Fenomena baru tengah viral di media sosial Indonesia, aplikasi World App menawarkan imbalan uang hingga ratusan ribu bagi siapa saja yang bersedia memindai iris matanya. Meski terdengar menggiurkan, pakar keamanan siber mengingatkan bahwa di balik imbalan instan ini tersimpan risiko besar terkait keamanan data pribadi.
World App, bagian dari proyek kripto Worldcoin, mengklaim menggunakan pemindaian mata untuk menciptakan identitas digital unik, mencegah penyalahgunaan akun palsu, dan memperluas inklusi keuangan global. Namun, di Indonesia, aplikasi ini menuai kontroversi. Banyak warga tergiur hanya karena iming-iming uang tunai, tanpa benar-benar memahami dampaknya.

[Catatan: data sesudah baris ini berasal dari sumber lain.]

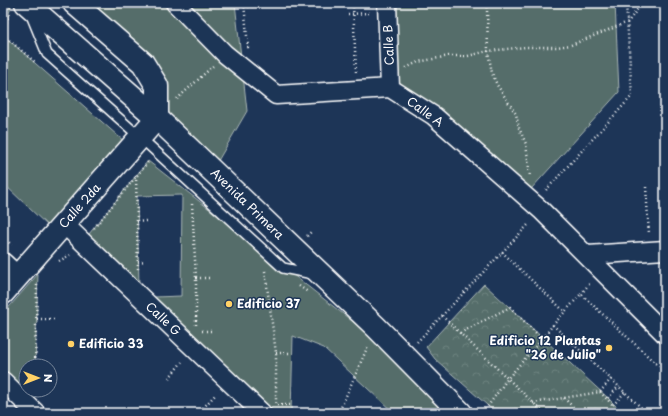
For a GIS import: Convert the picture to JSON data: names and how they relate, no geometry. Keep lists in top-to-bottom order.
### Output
{
  "streets": {
    "main road": ["Avenida Primera", "Calle 2da"],
    "street": ["Calle B", "Calle A", "Calle G"]
  },
  "crossings": [
    ["Calle B", "Calle A"],
    ["Avenida Primera", "Calle 2da"],
    ["Calle 2da", "Calle G"]
  ],
  "places": ["Edificio 37", "Edificio 33", "Edificio 12 Plantas \"26 de Julio\""],
  "north": "right"
}
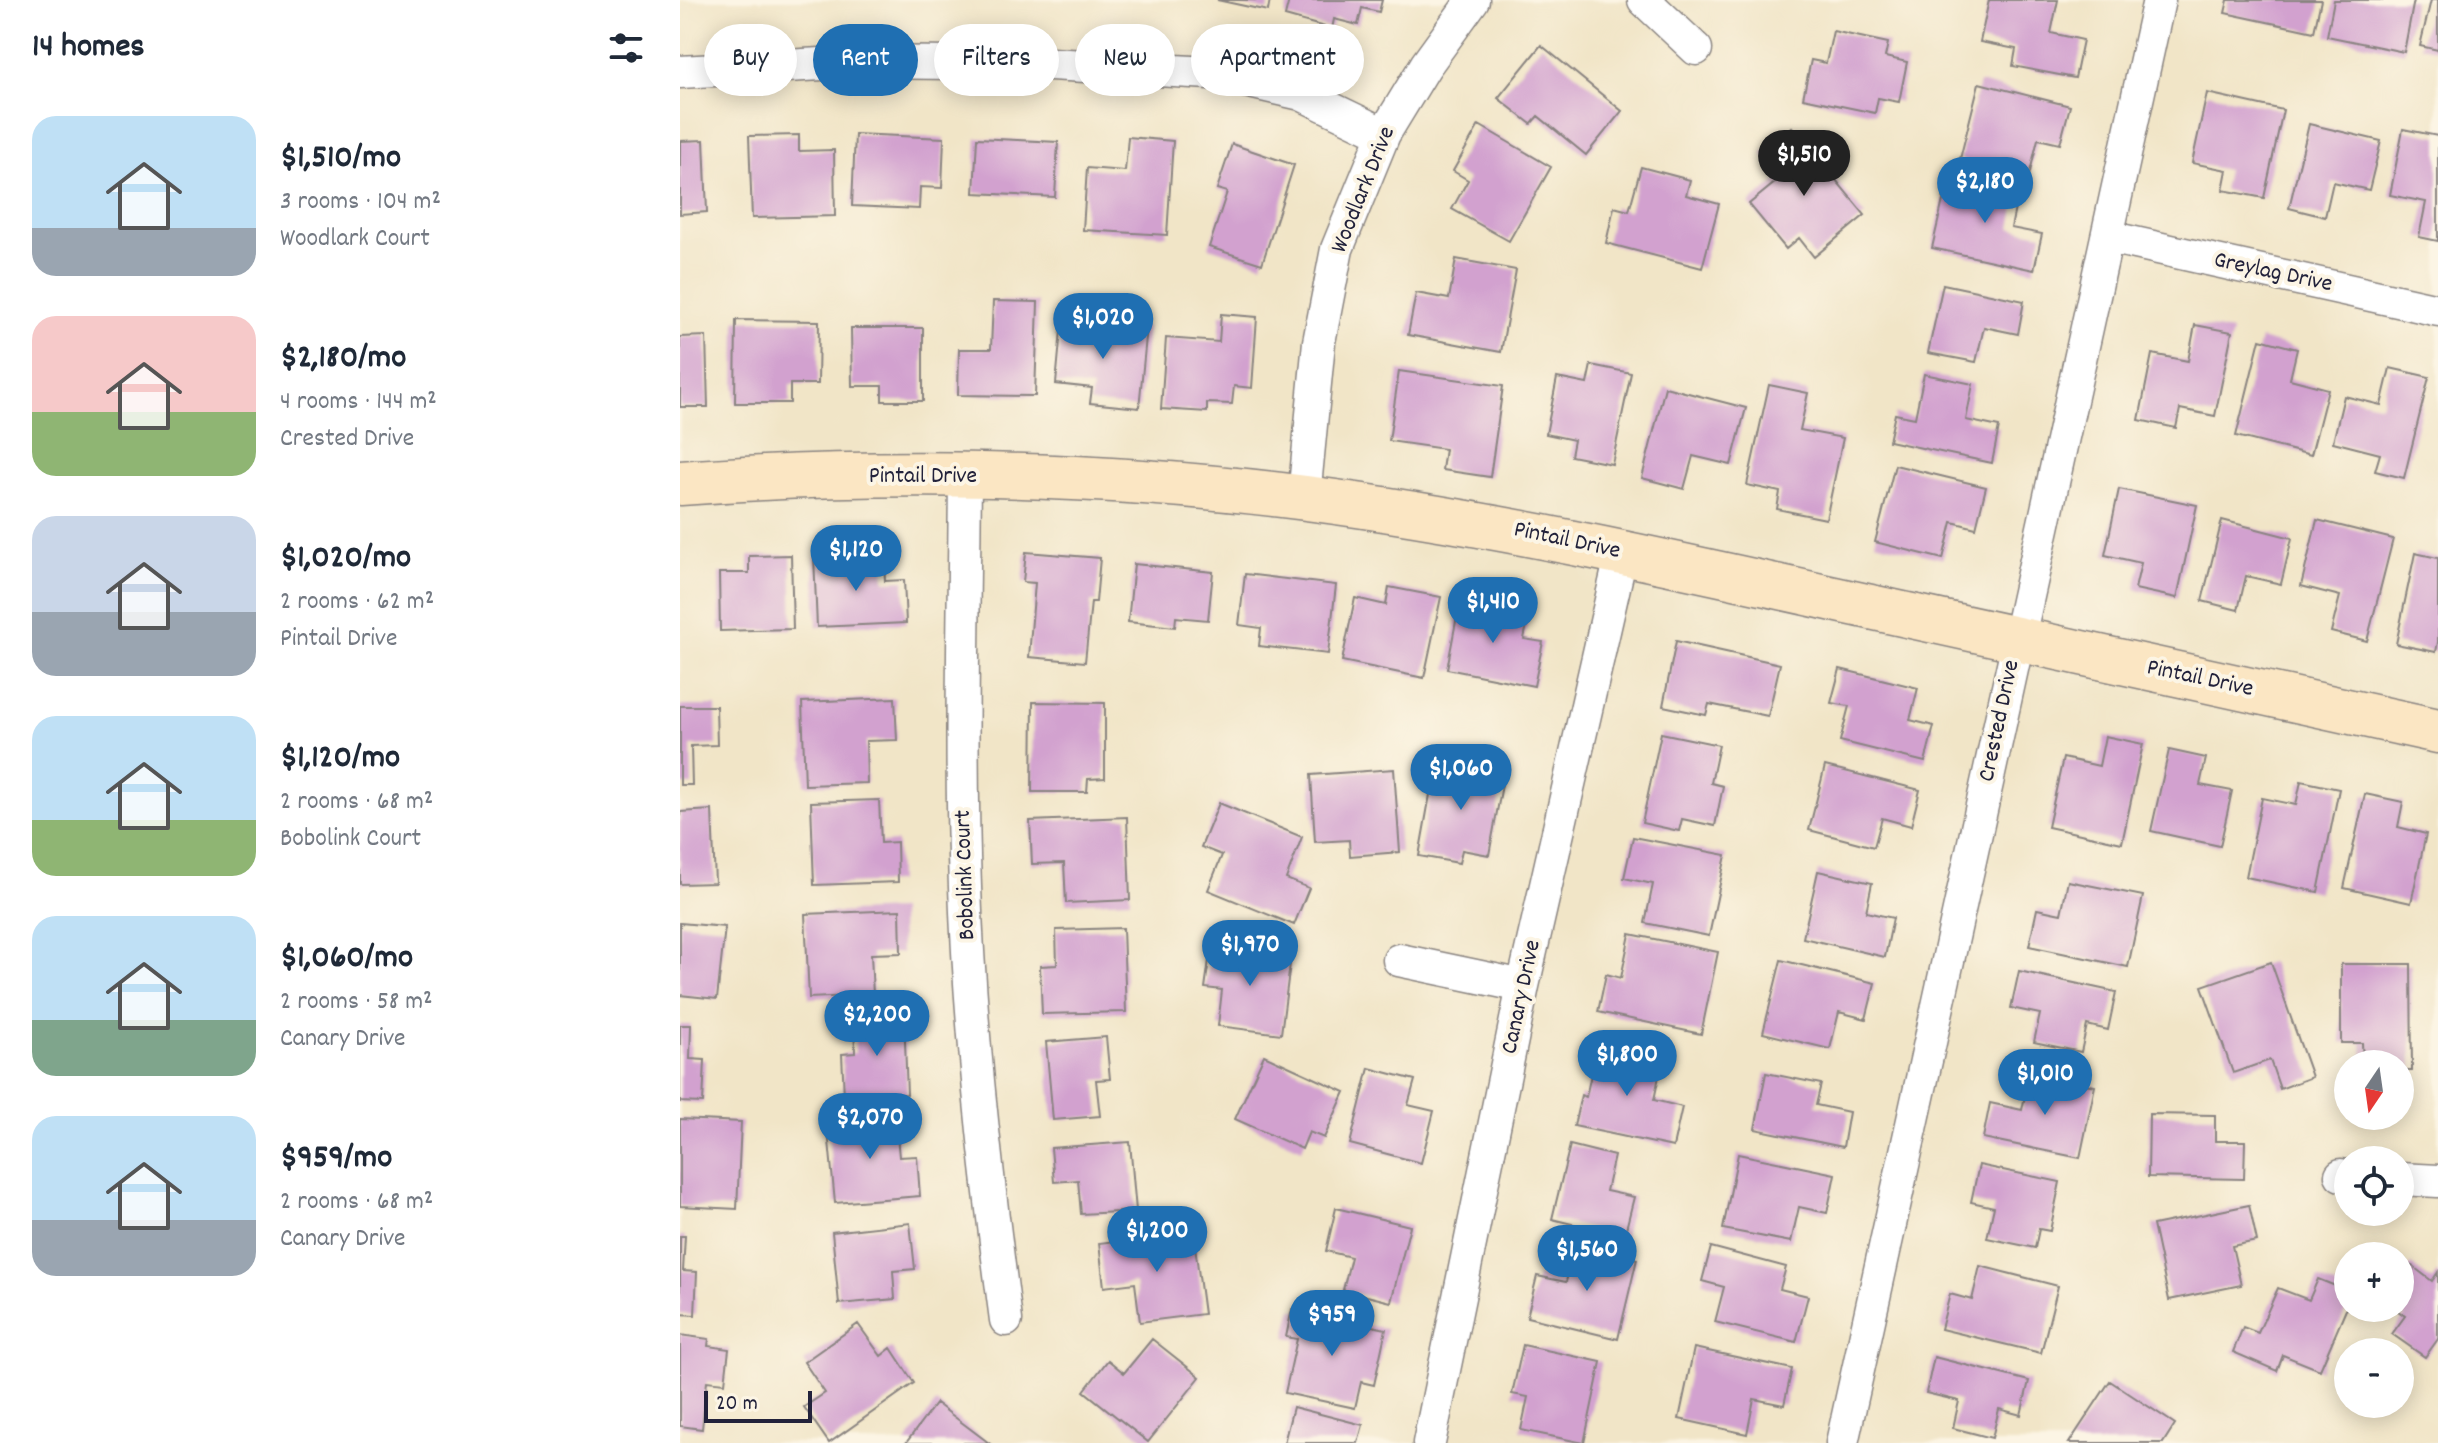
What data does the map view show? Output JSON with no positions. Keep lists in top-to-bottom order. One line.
{"streets":{"street":["Woodlark Drive","Greylag Drive","Pintail Drive","Crested Drive","Bobolink Court","Canary Drive"]},"crossings":[["Woodlark Drive","Pintail Drive"],["Greylag Drive","Crested Drive"],["Pintail Drive","Crested Drive"],["Pintail Drive","Bobolink Court"],["Pintail Drive","Canary Drive"]],"scale_bar":"20 m","north":"bottom","page":{"heading":"14 homes","chip":["Buy","Rent","Filters","New","Apartment"],"list":[{"name":"$1,510/mo","note":"3 rooms · 104 m² · Woodlark Court"},{"name":"$2,180/mo","note":"4 rooms · 144 m² · Crested Drive"},{"name":"$1,020/mo","note":"2 rooms · 62 m² · Pintail Drive"},{"name":"$1,120/mo","note":"2 rooms · 68 m² · Bobolink Court"},{"name":"$1,060/mo","note":"2 rooms · 58 m² · Canary Drive"},{"name":"$959/mo","note":"2 rooms · 68 m² · Canary Drive"}],"price":["$1,510","$2,180","$1,020","$1,120","$1,410","$1,060","$1,970","$2,200","$1,800","$1,010","$2,070","$1,200","$1,560","$959"],"map_buttons":["+","−"],"scale":"20 m"}}
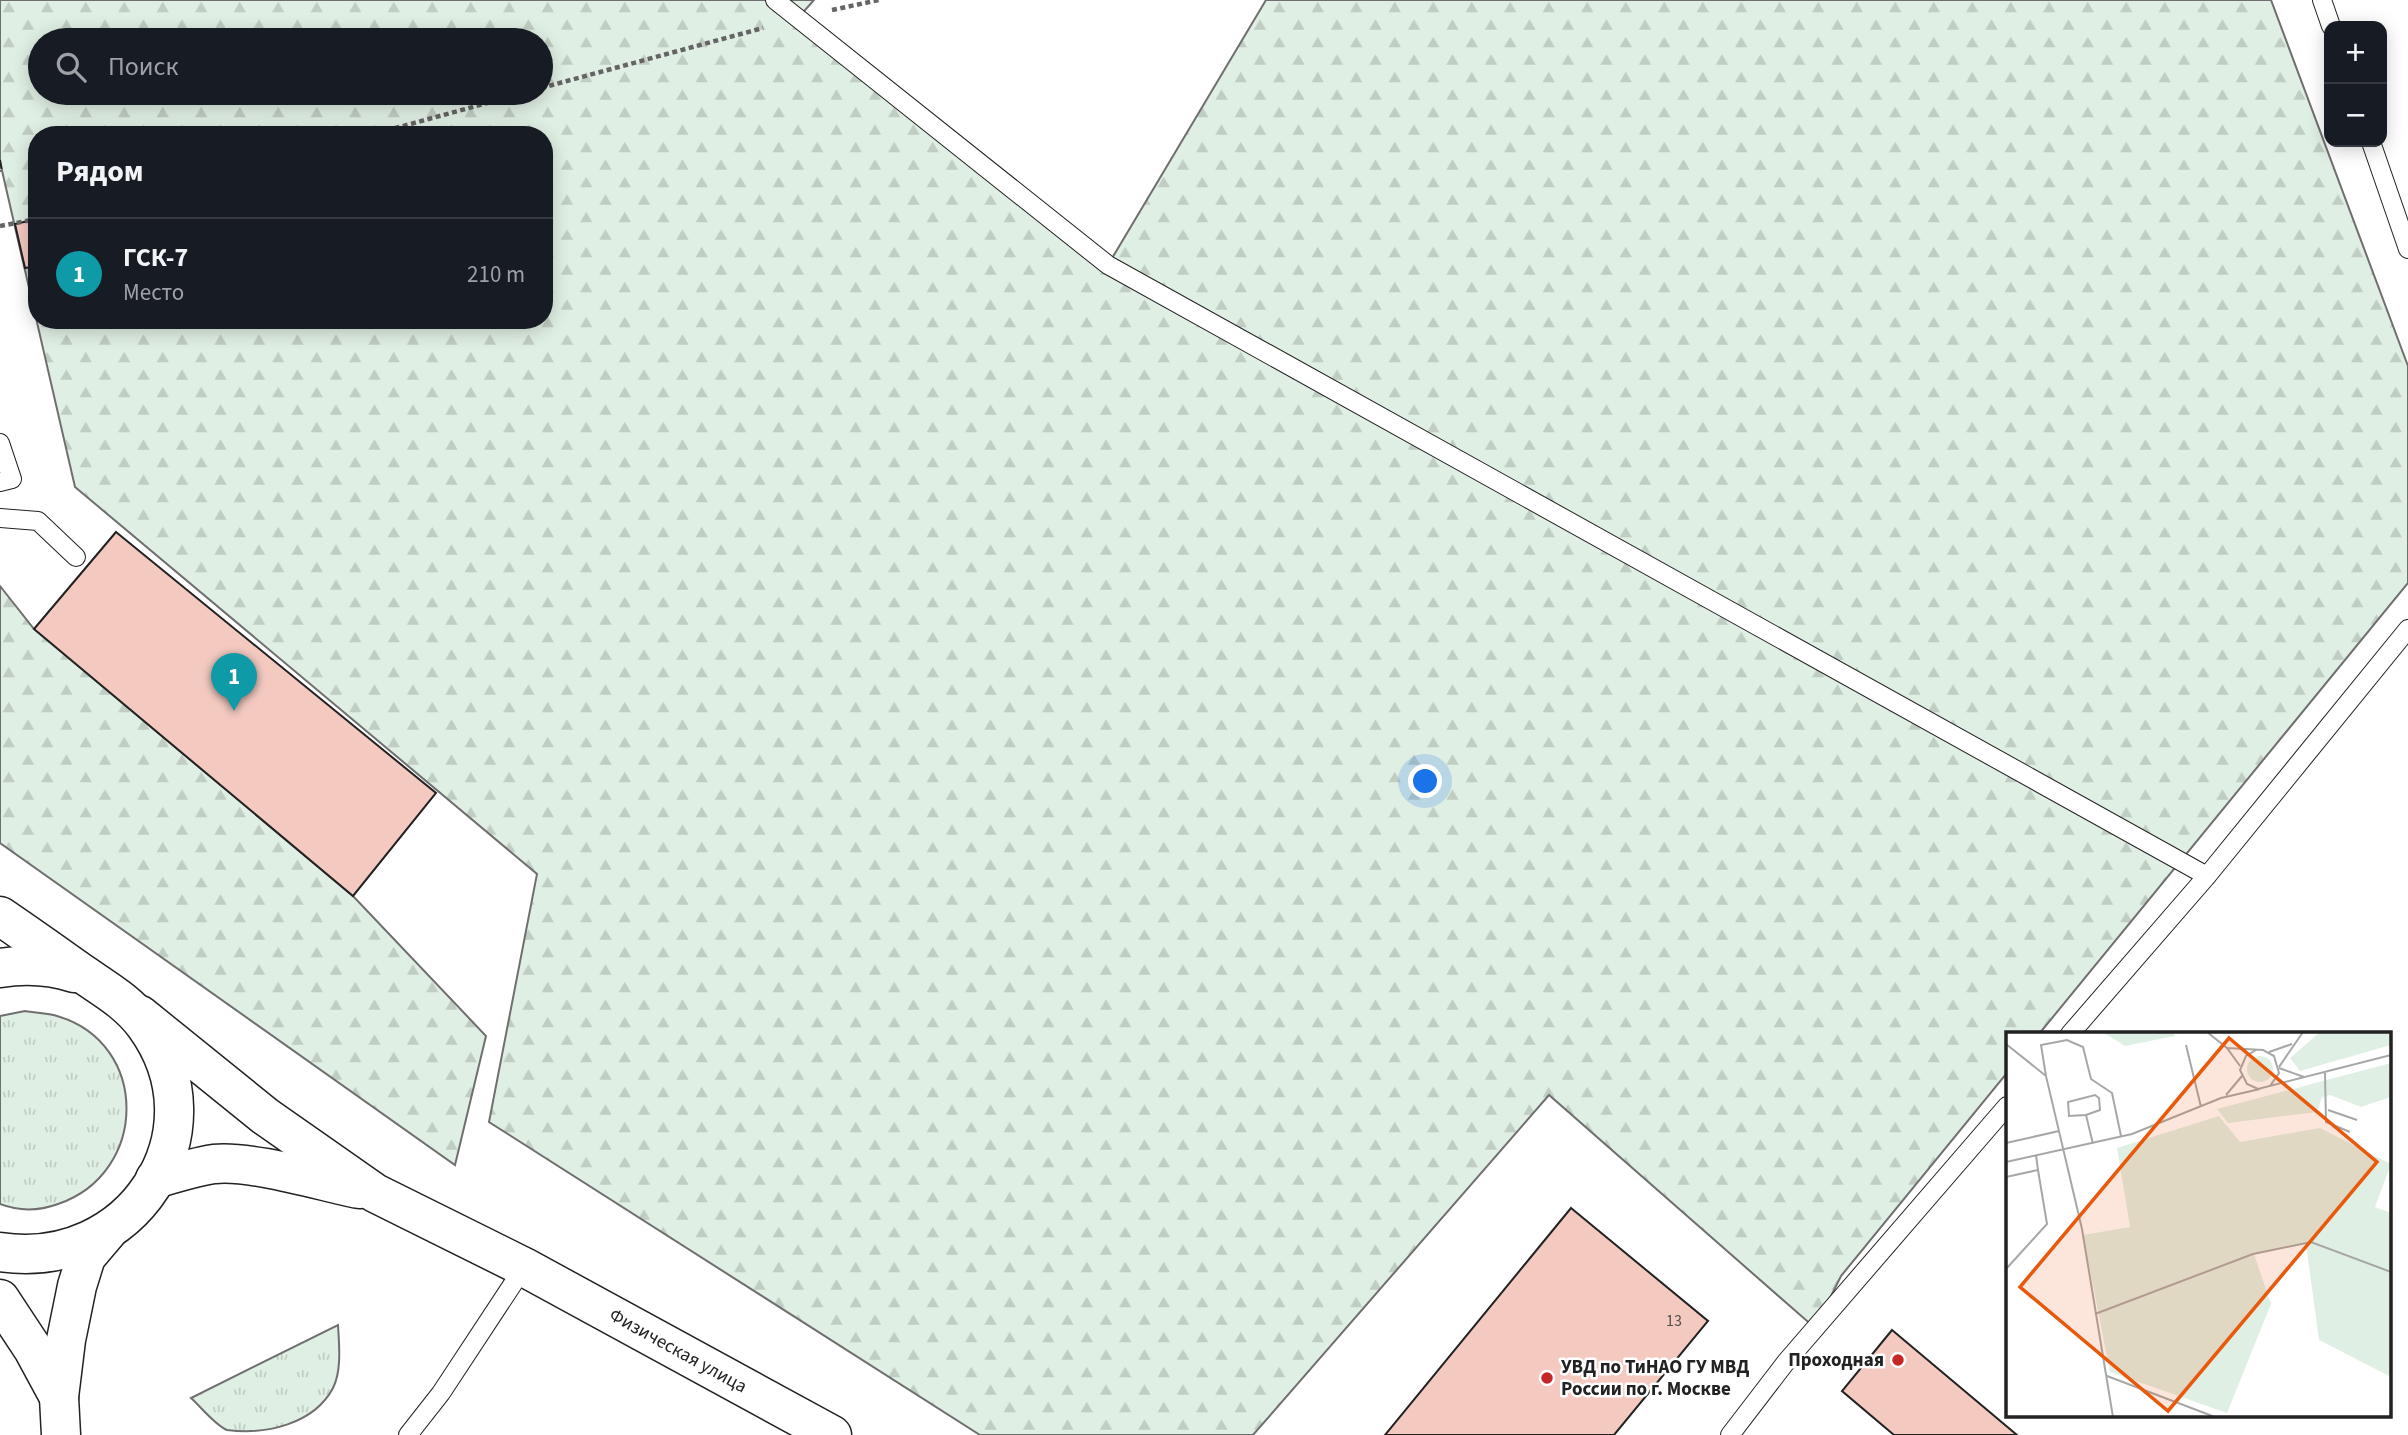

Ahli hukum menekankan bahwa pemindaian retina masuk dalam kategori data pribadi sensitif. Menurut UU Pelindungan Data Pribadi (PDP), data biometrik seperti ini memerlukan persetujuan eksplisit dan harus dijaga ketat oleh pihak pengumpulnya. Sayangnya, tidak semua pengguna membaca syarat dan ketentuan yang panjang sebelum menyerahkan data mereka.
Viral Hingga dapat Uang Ratusan Ribu, Apakah World App Aman?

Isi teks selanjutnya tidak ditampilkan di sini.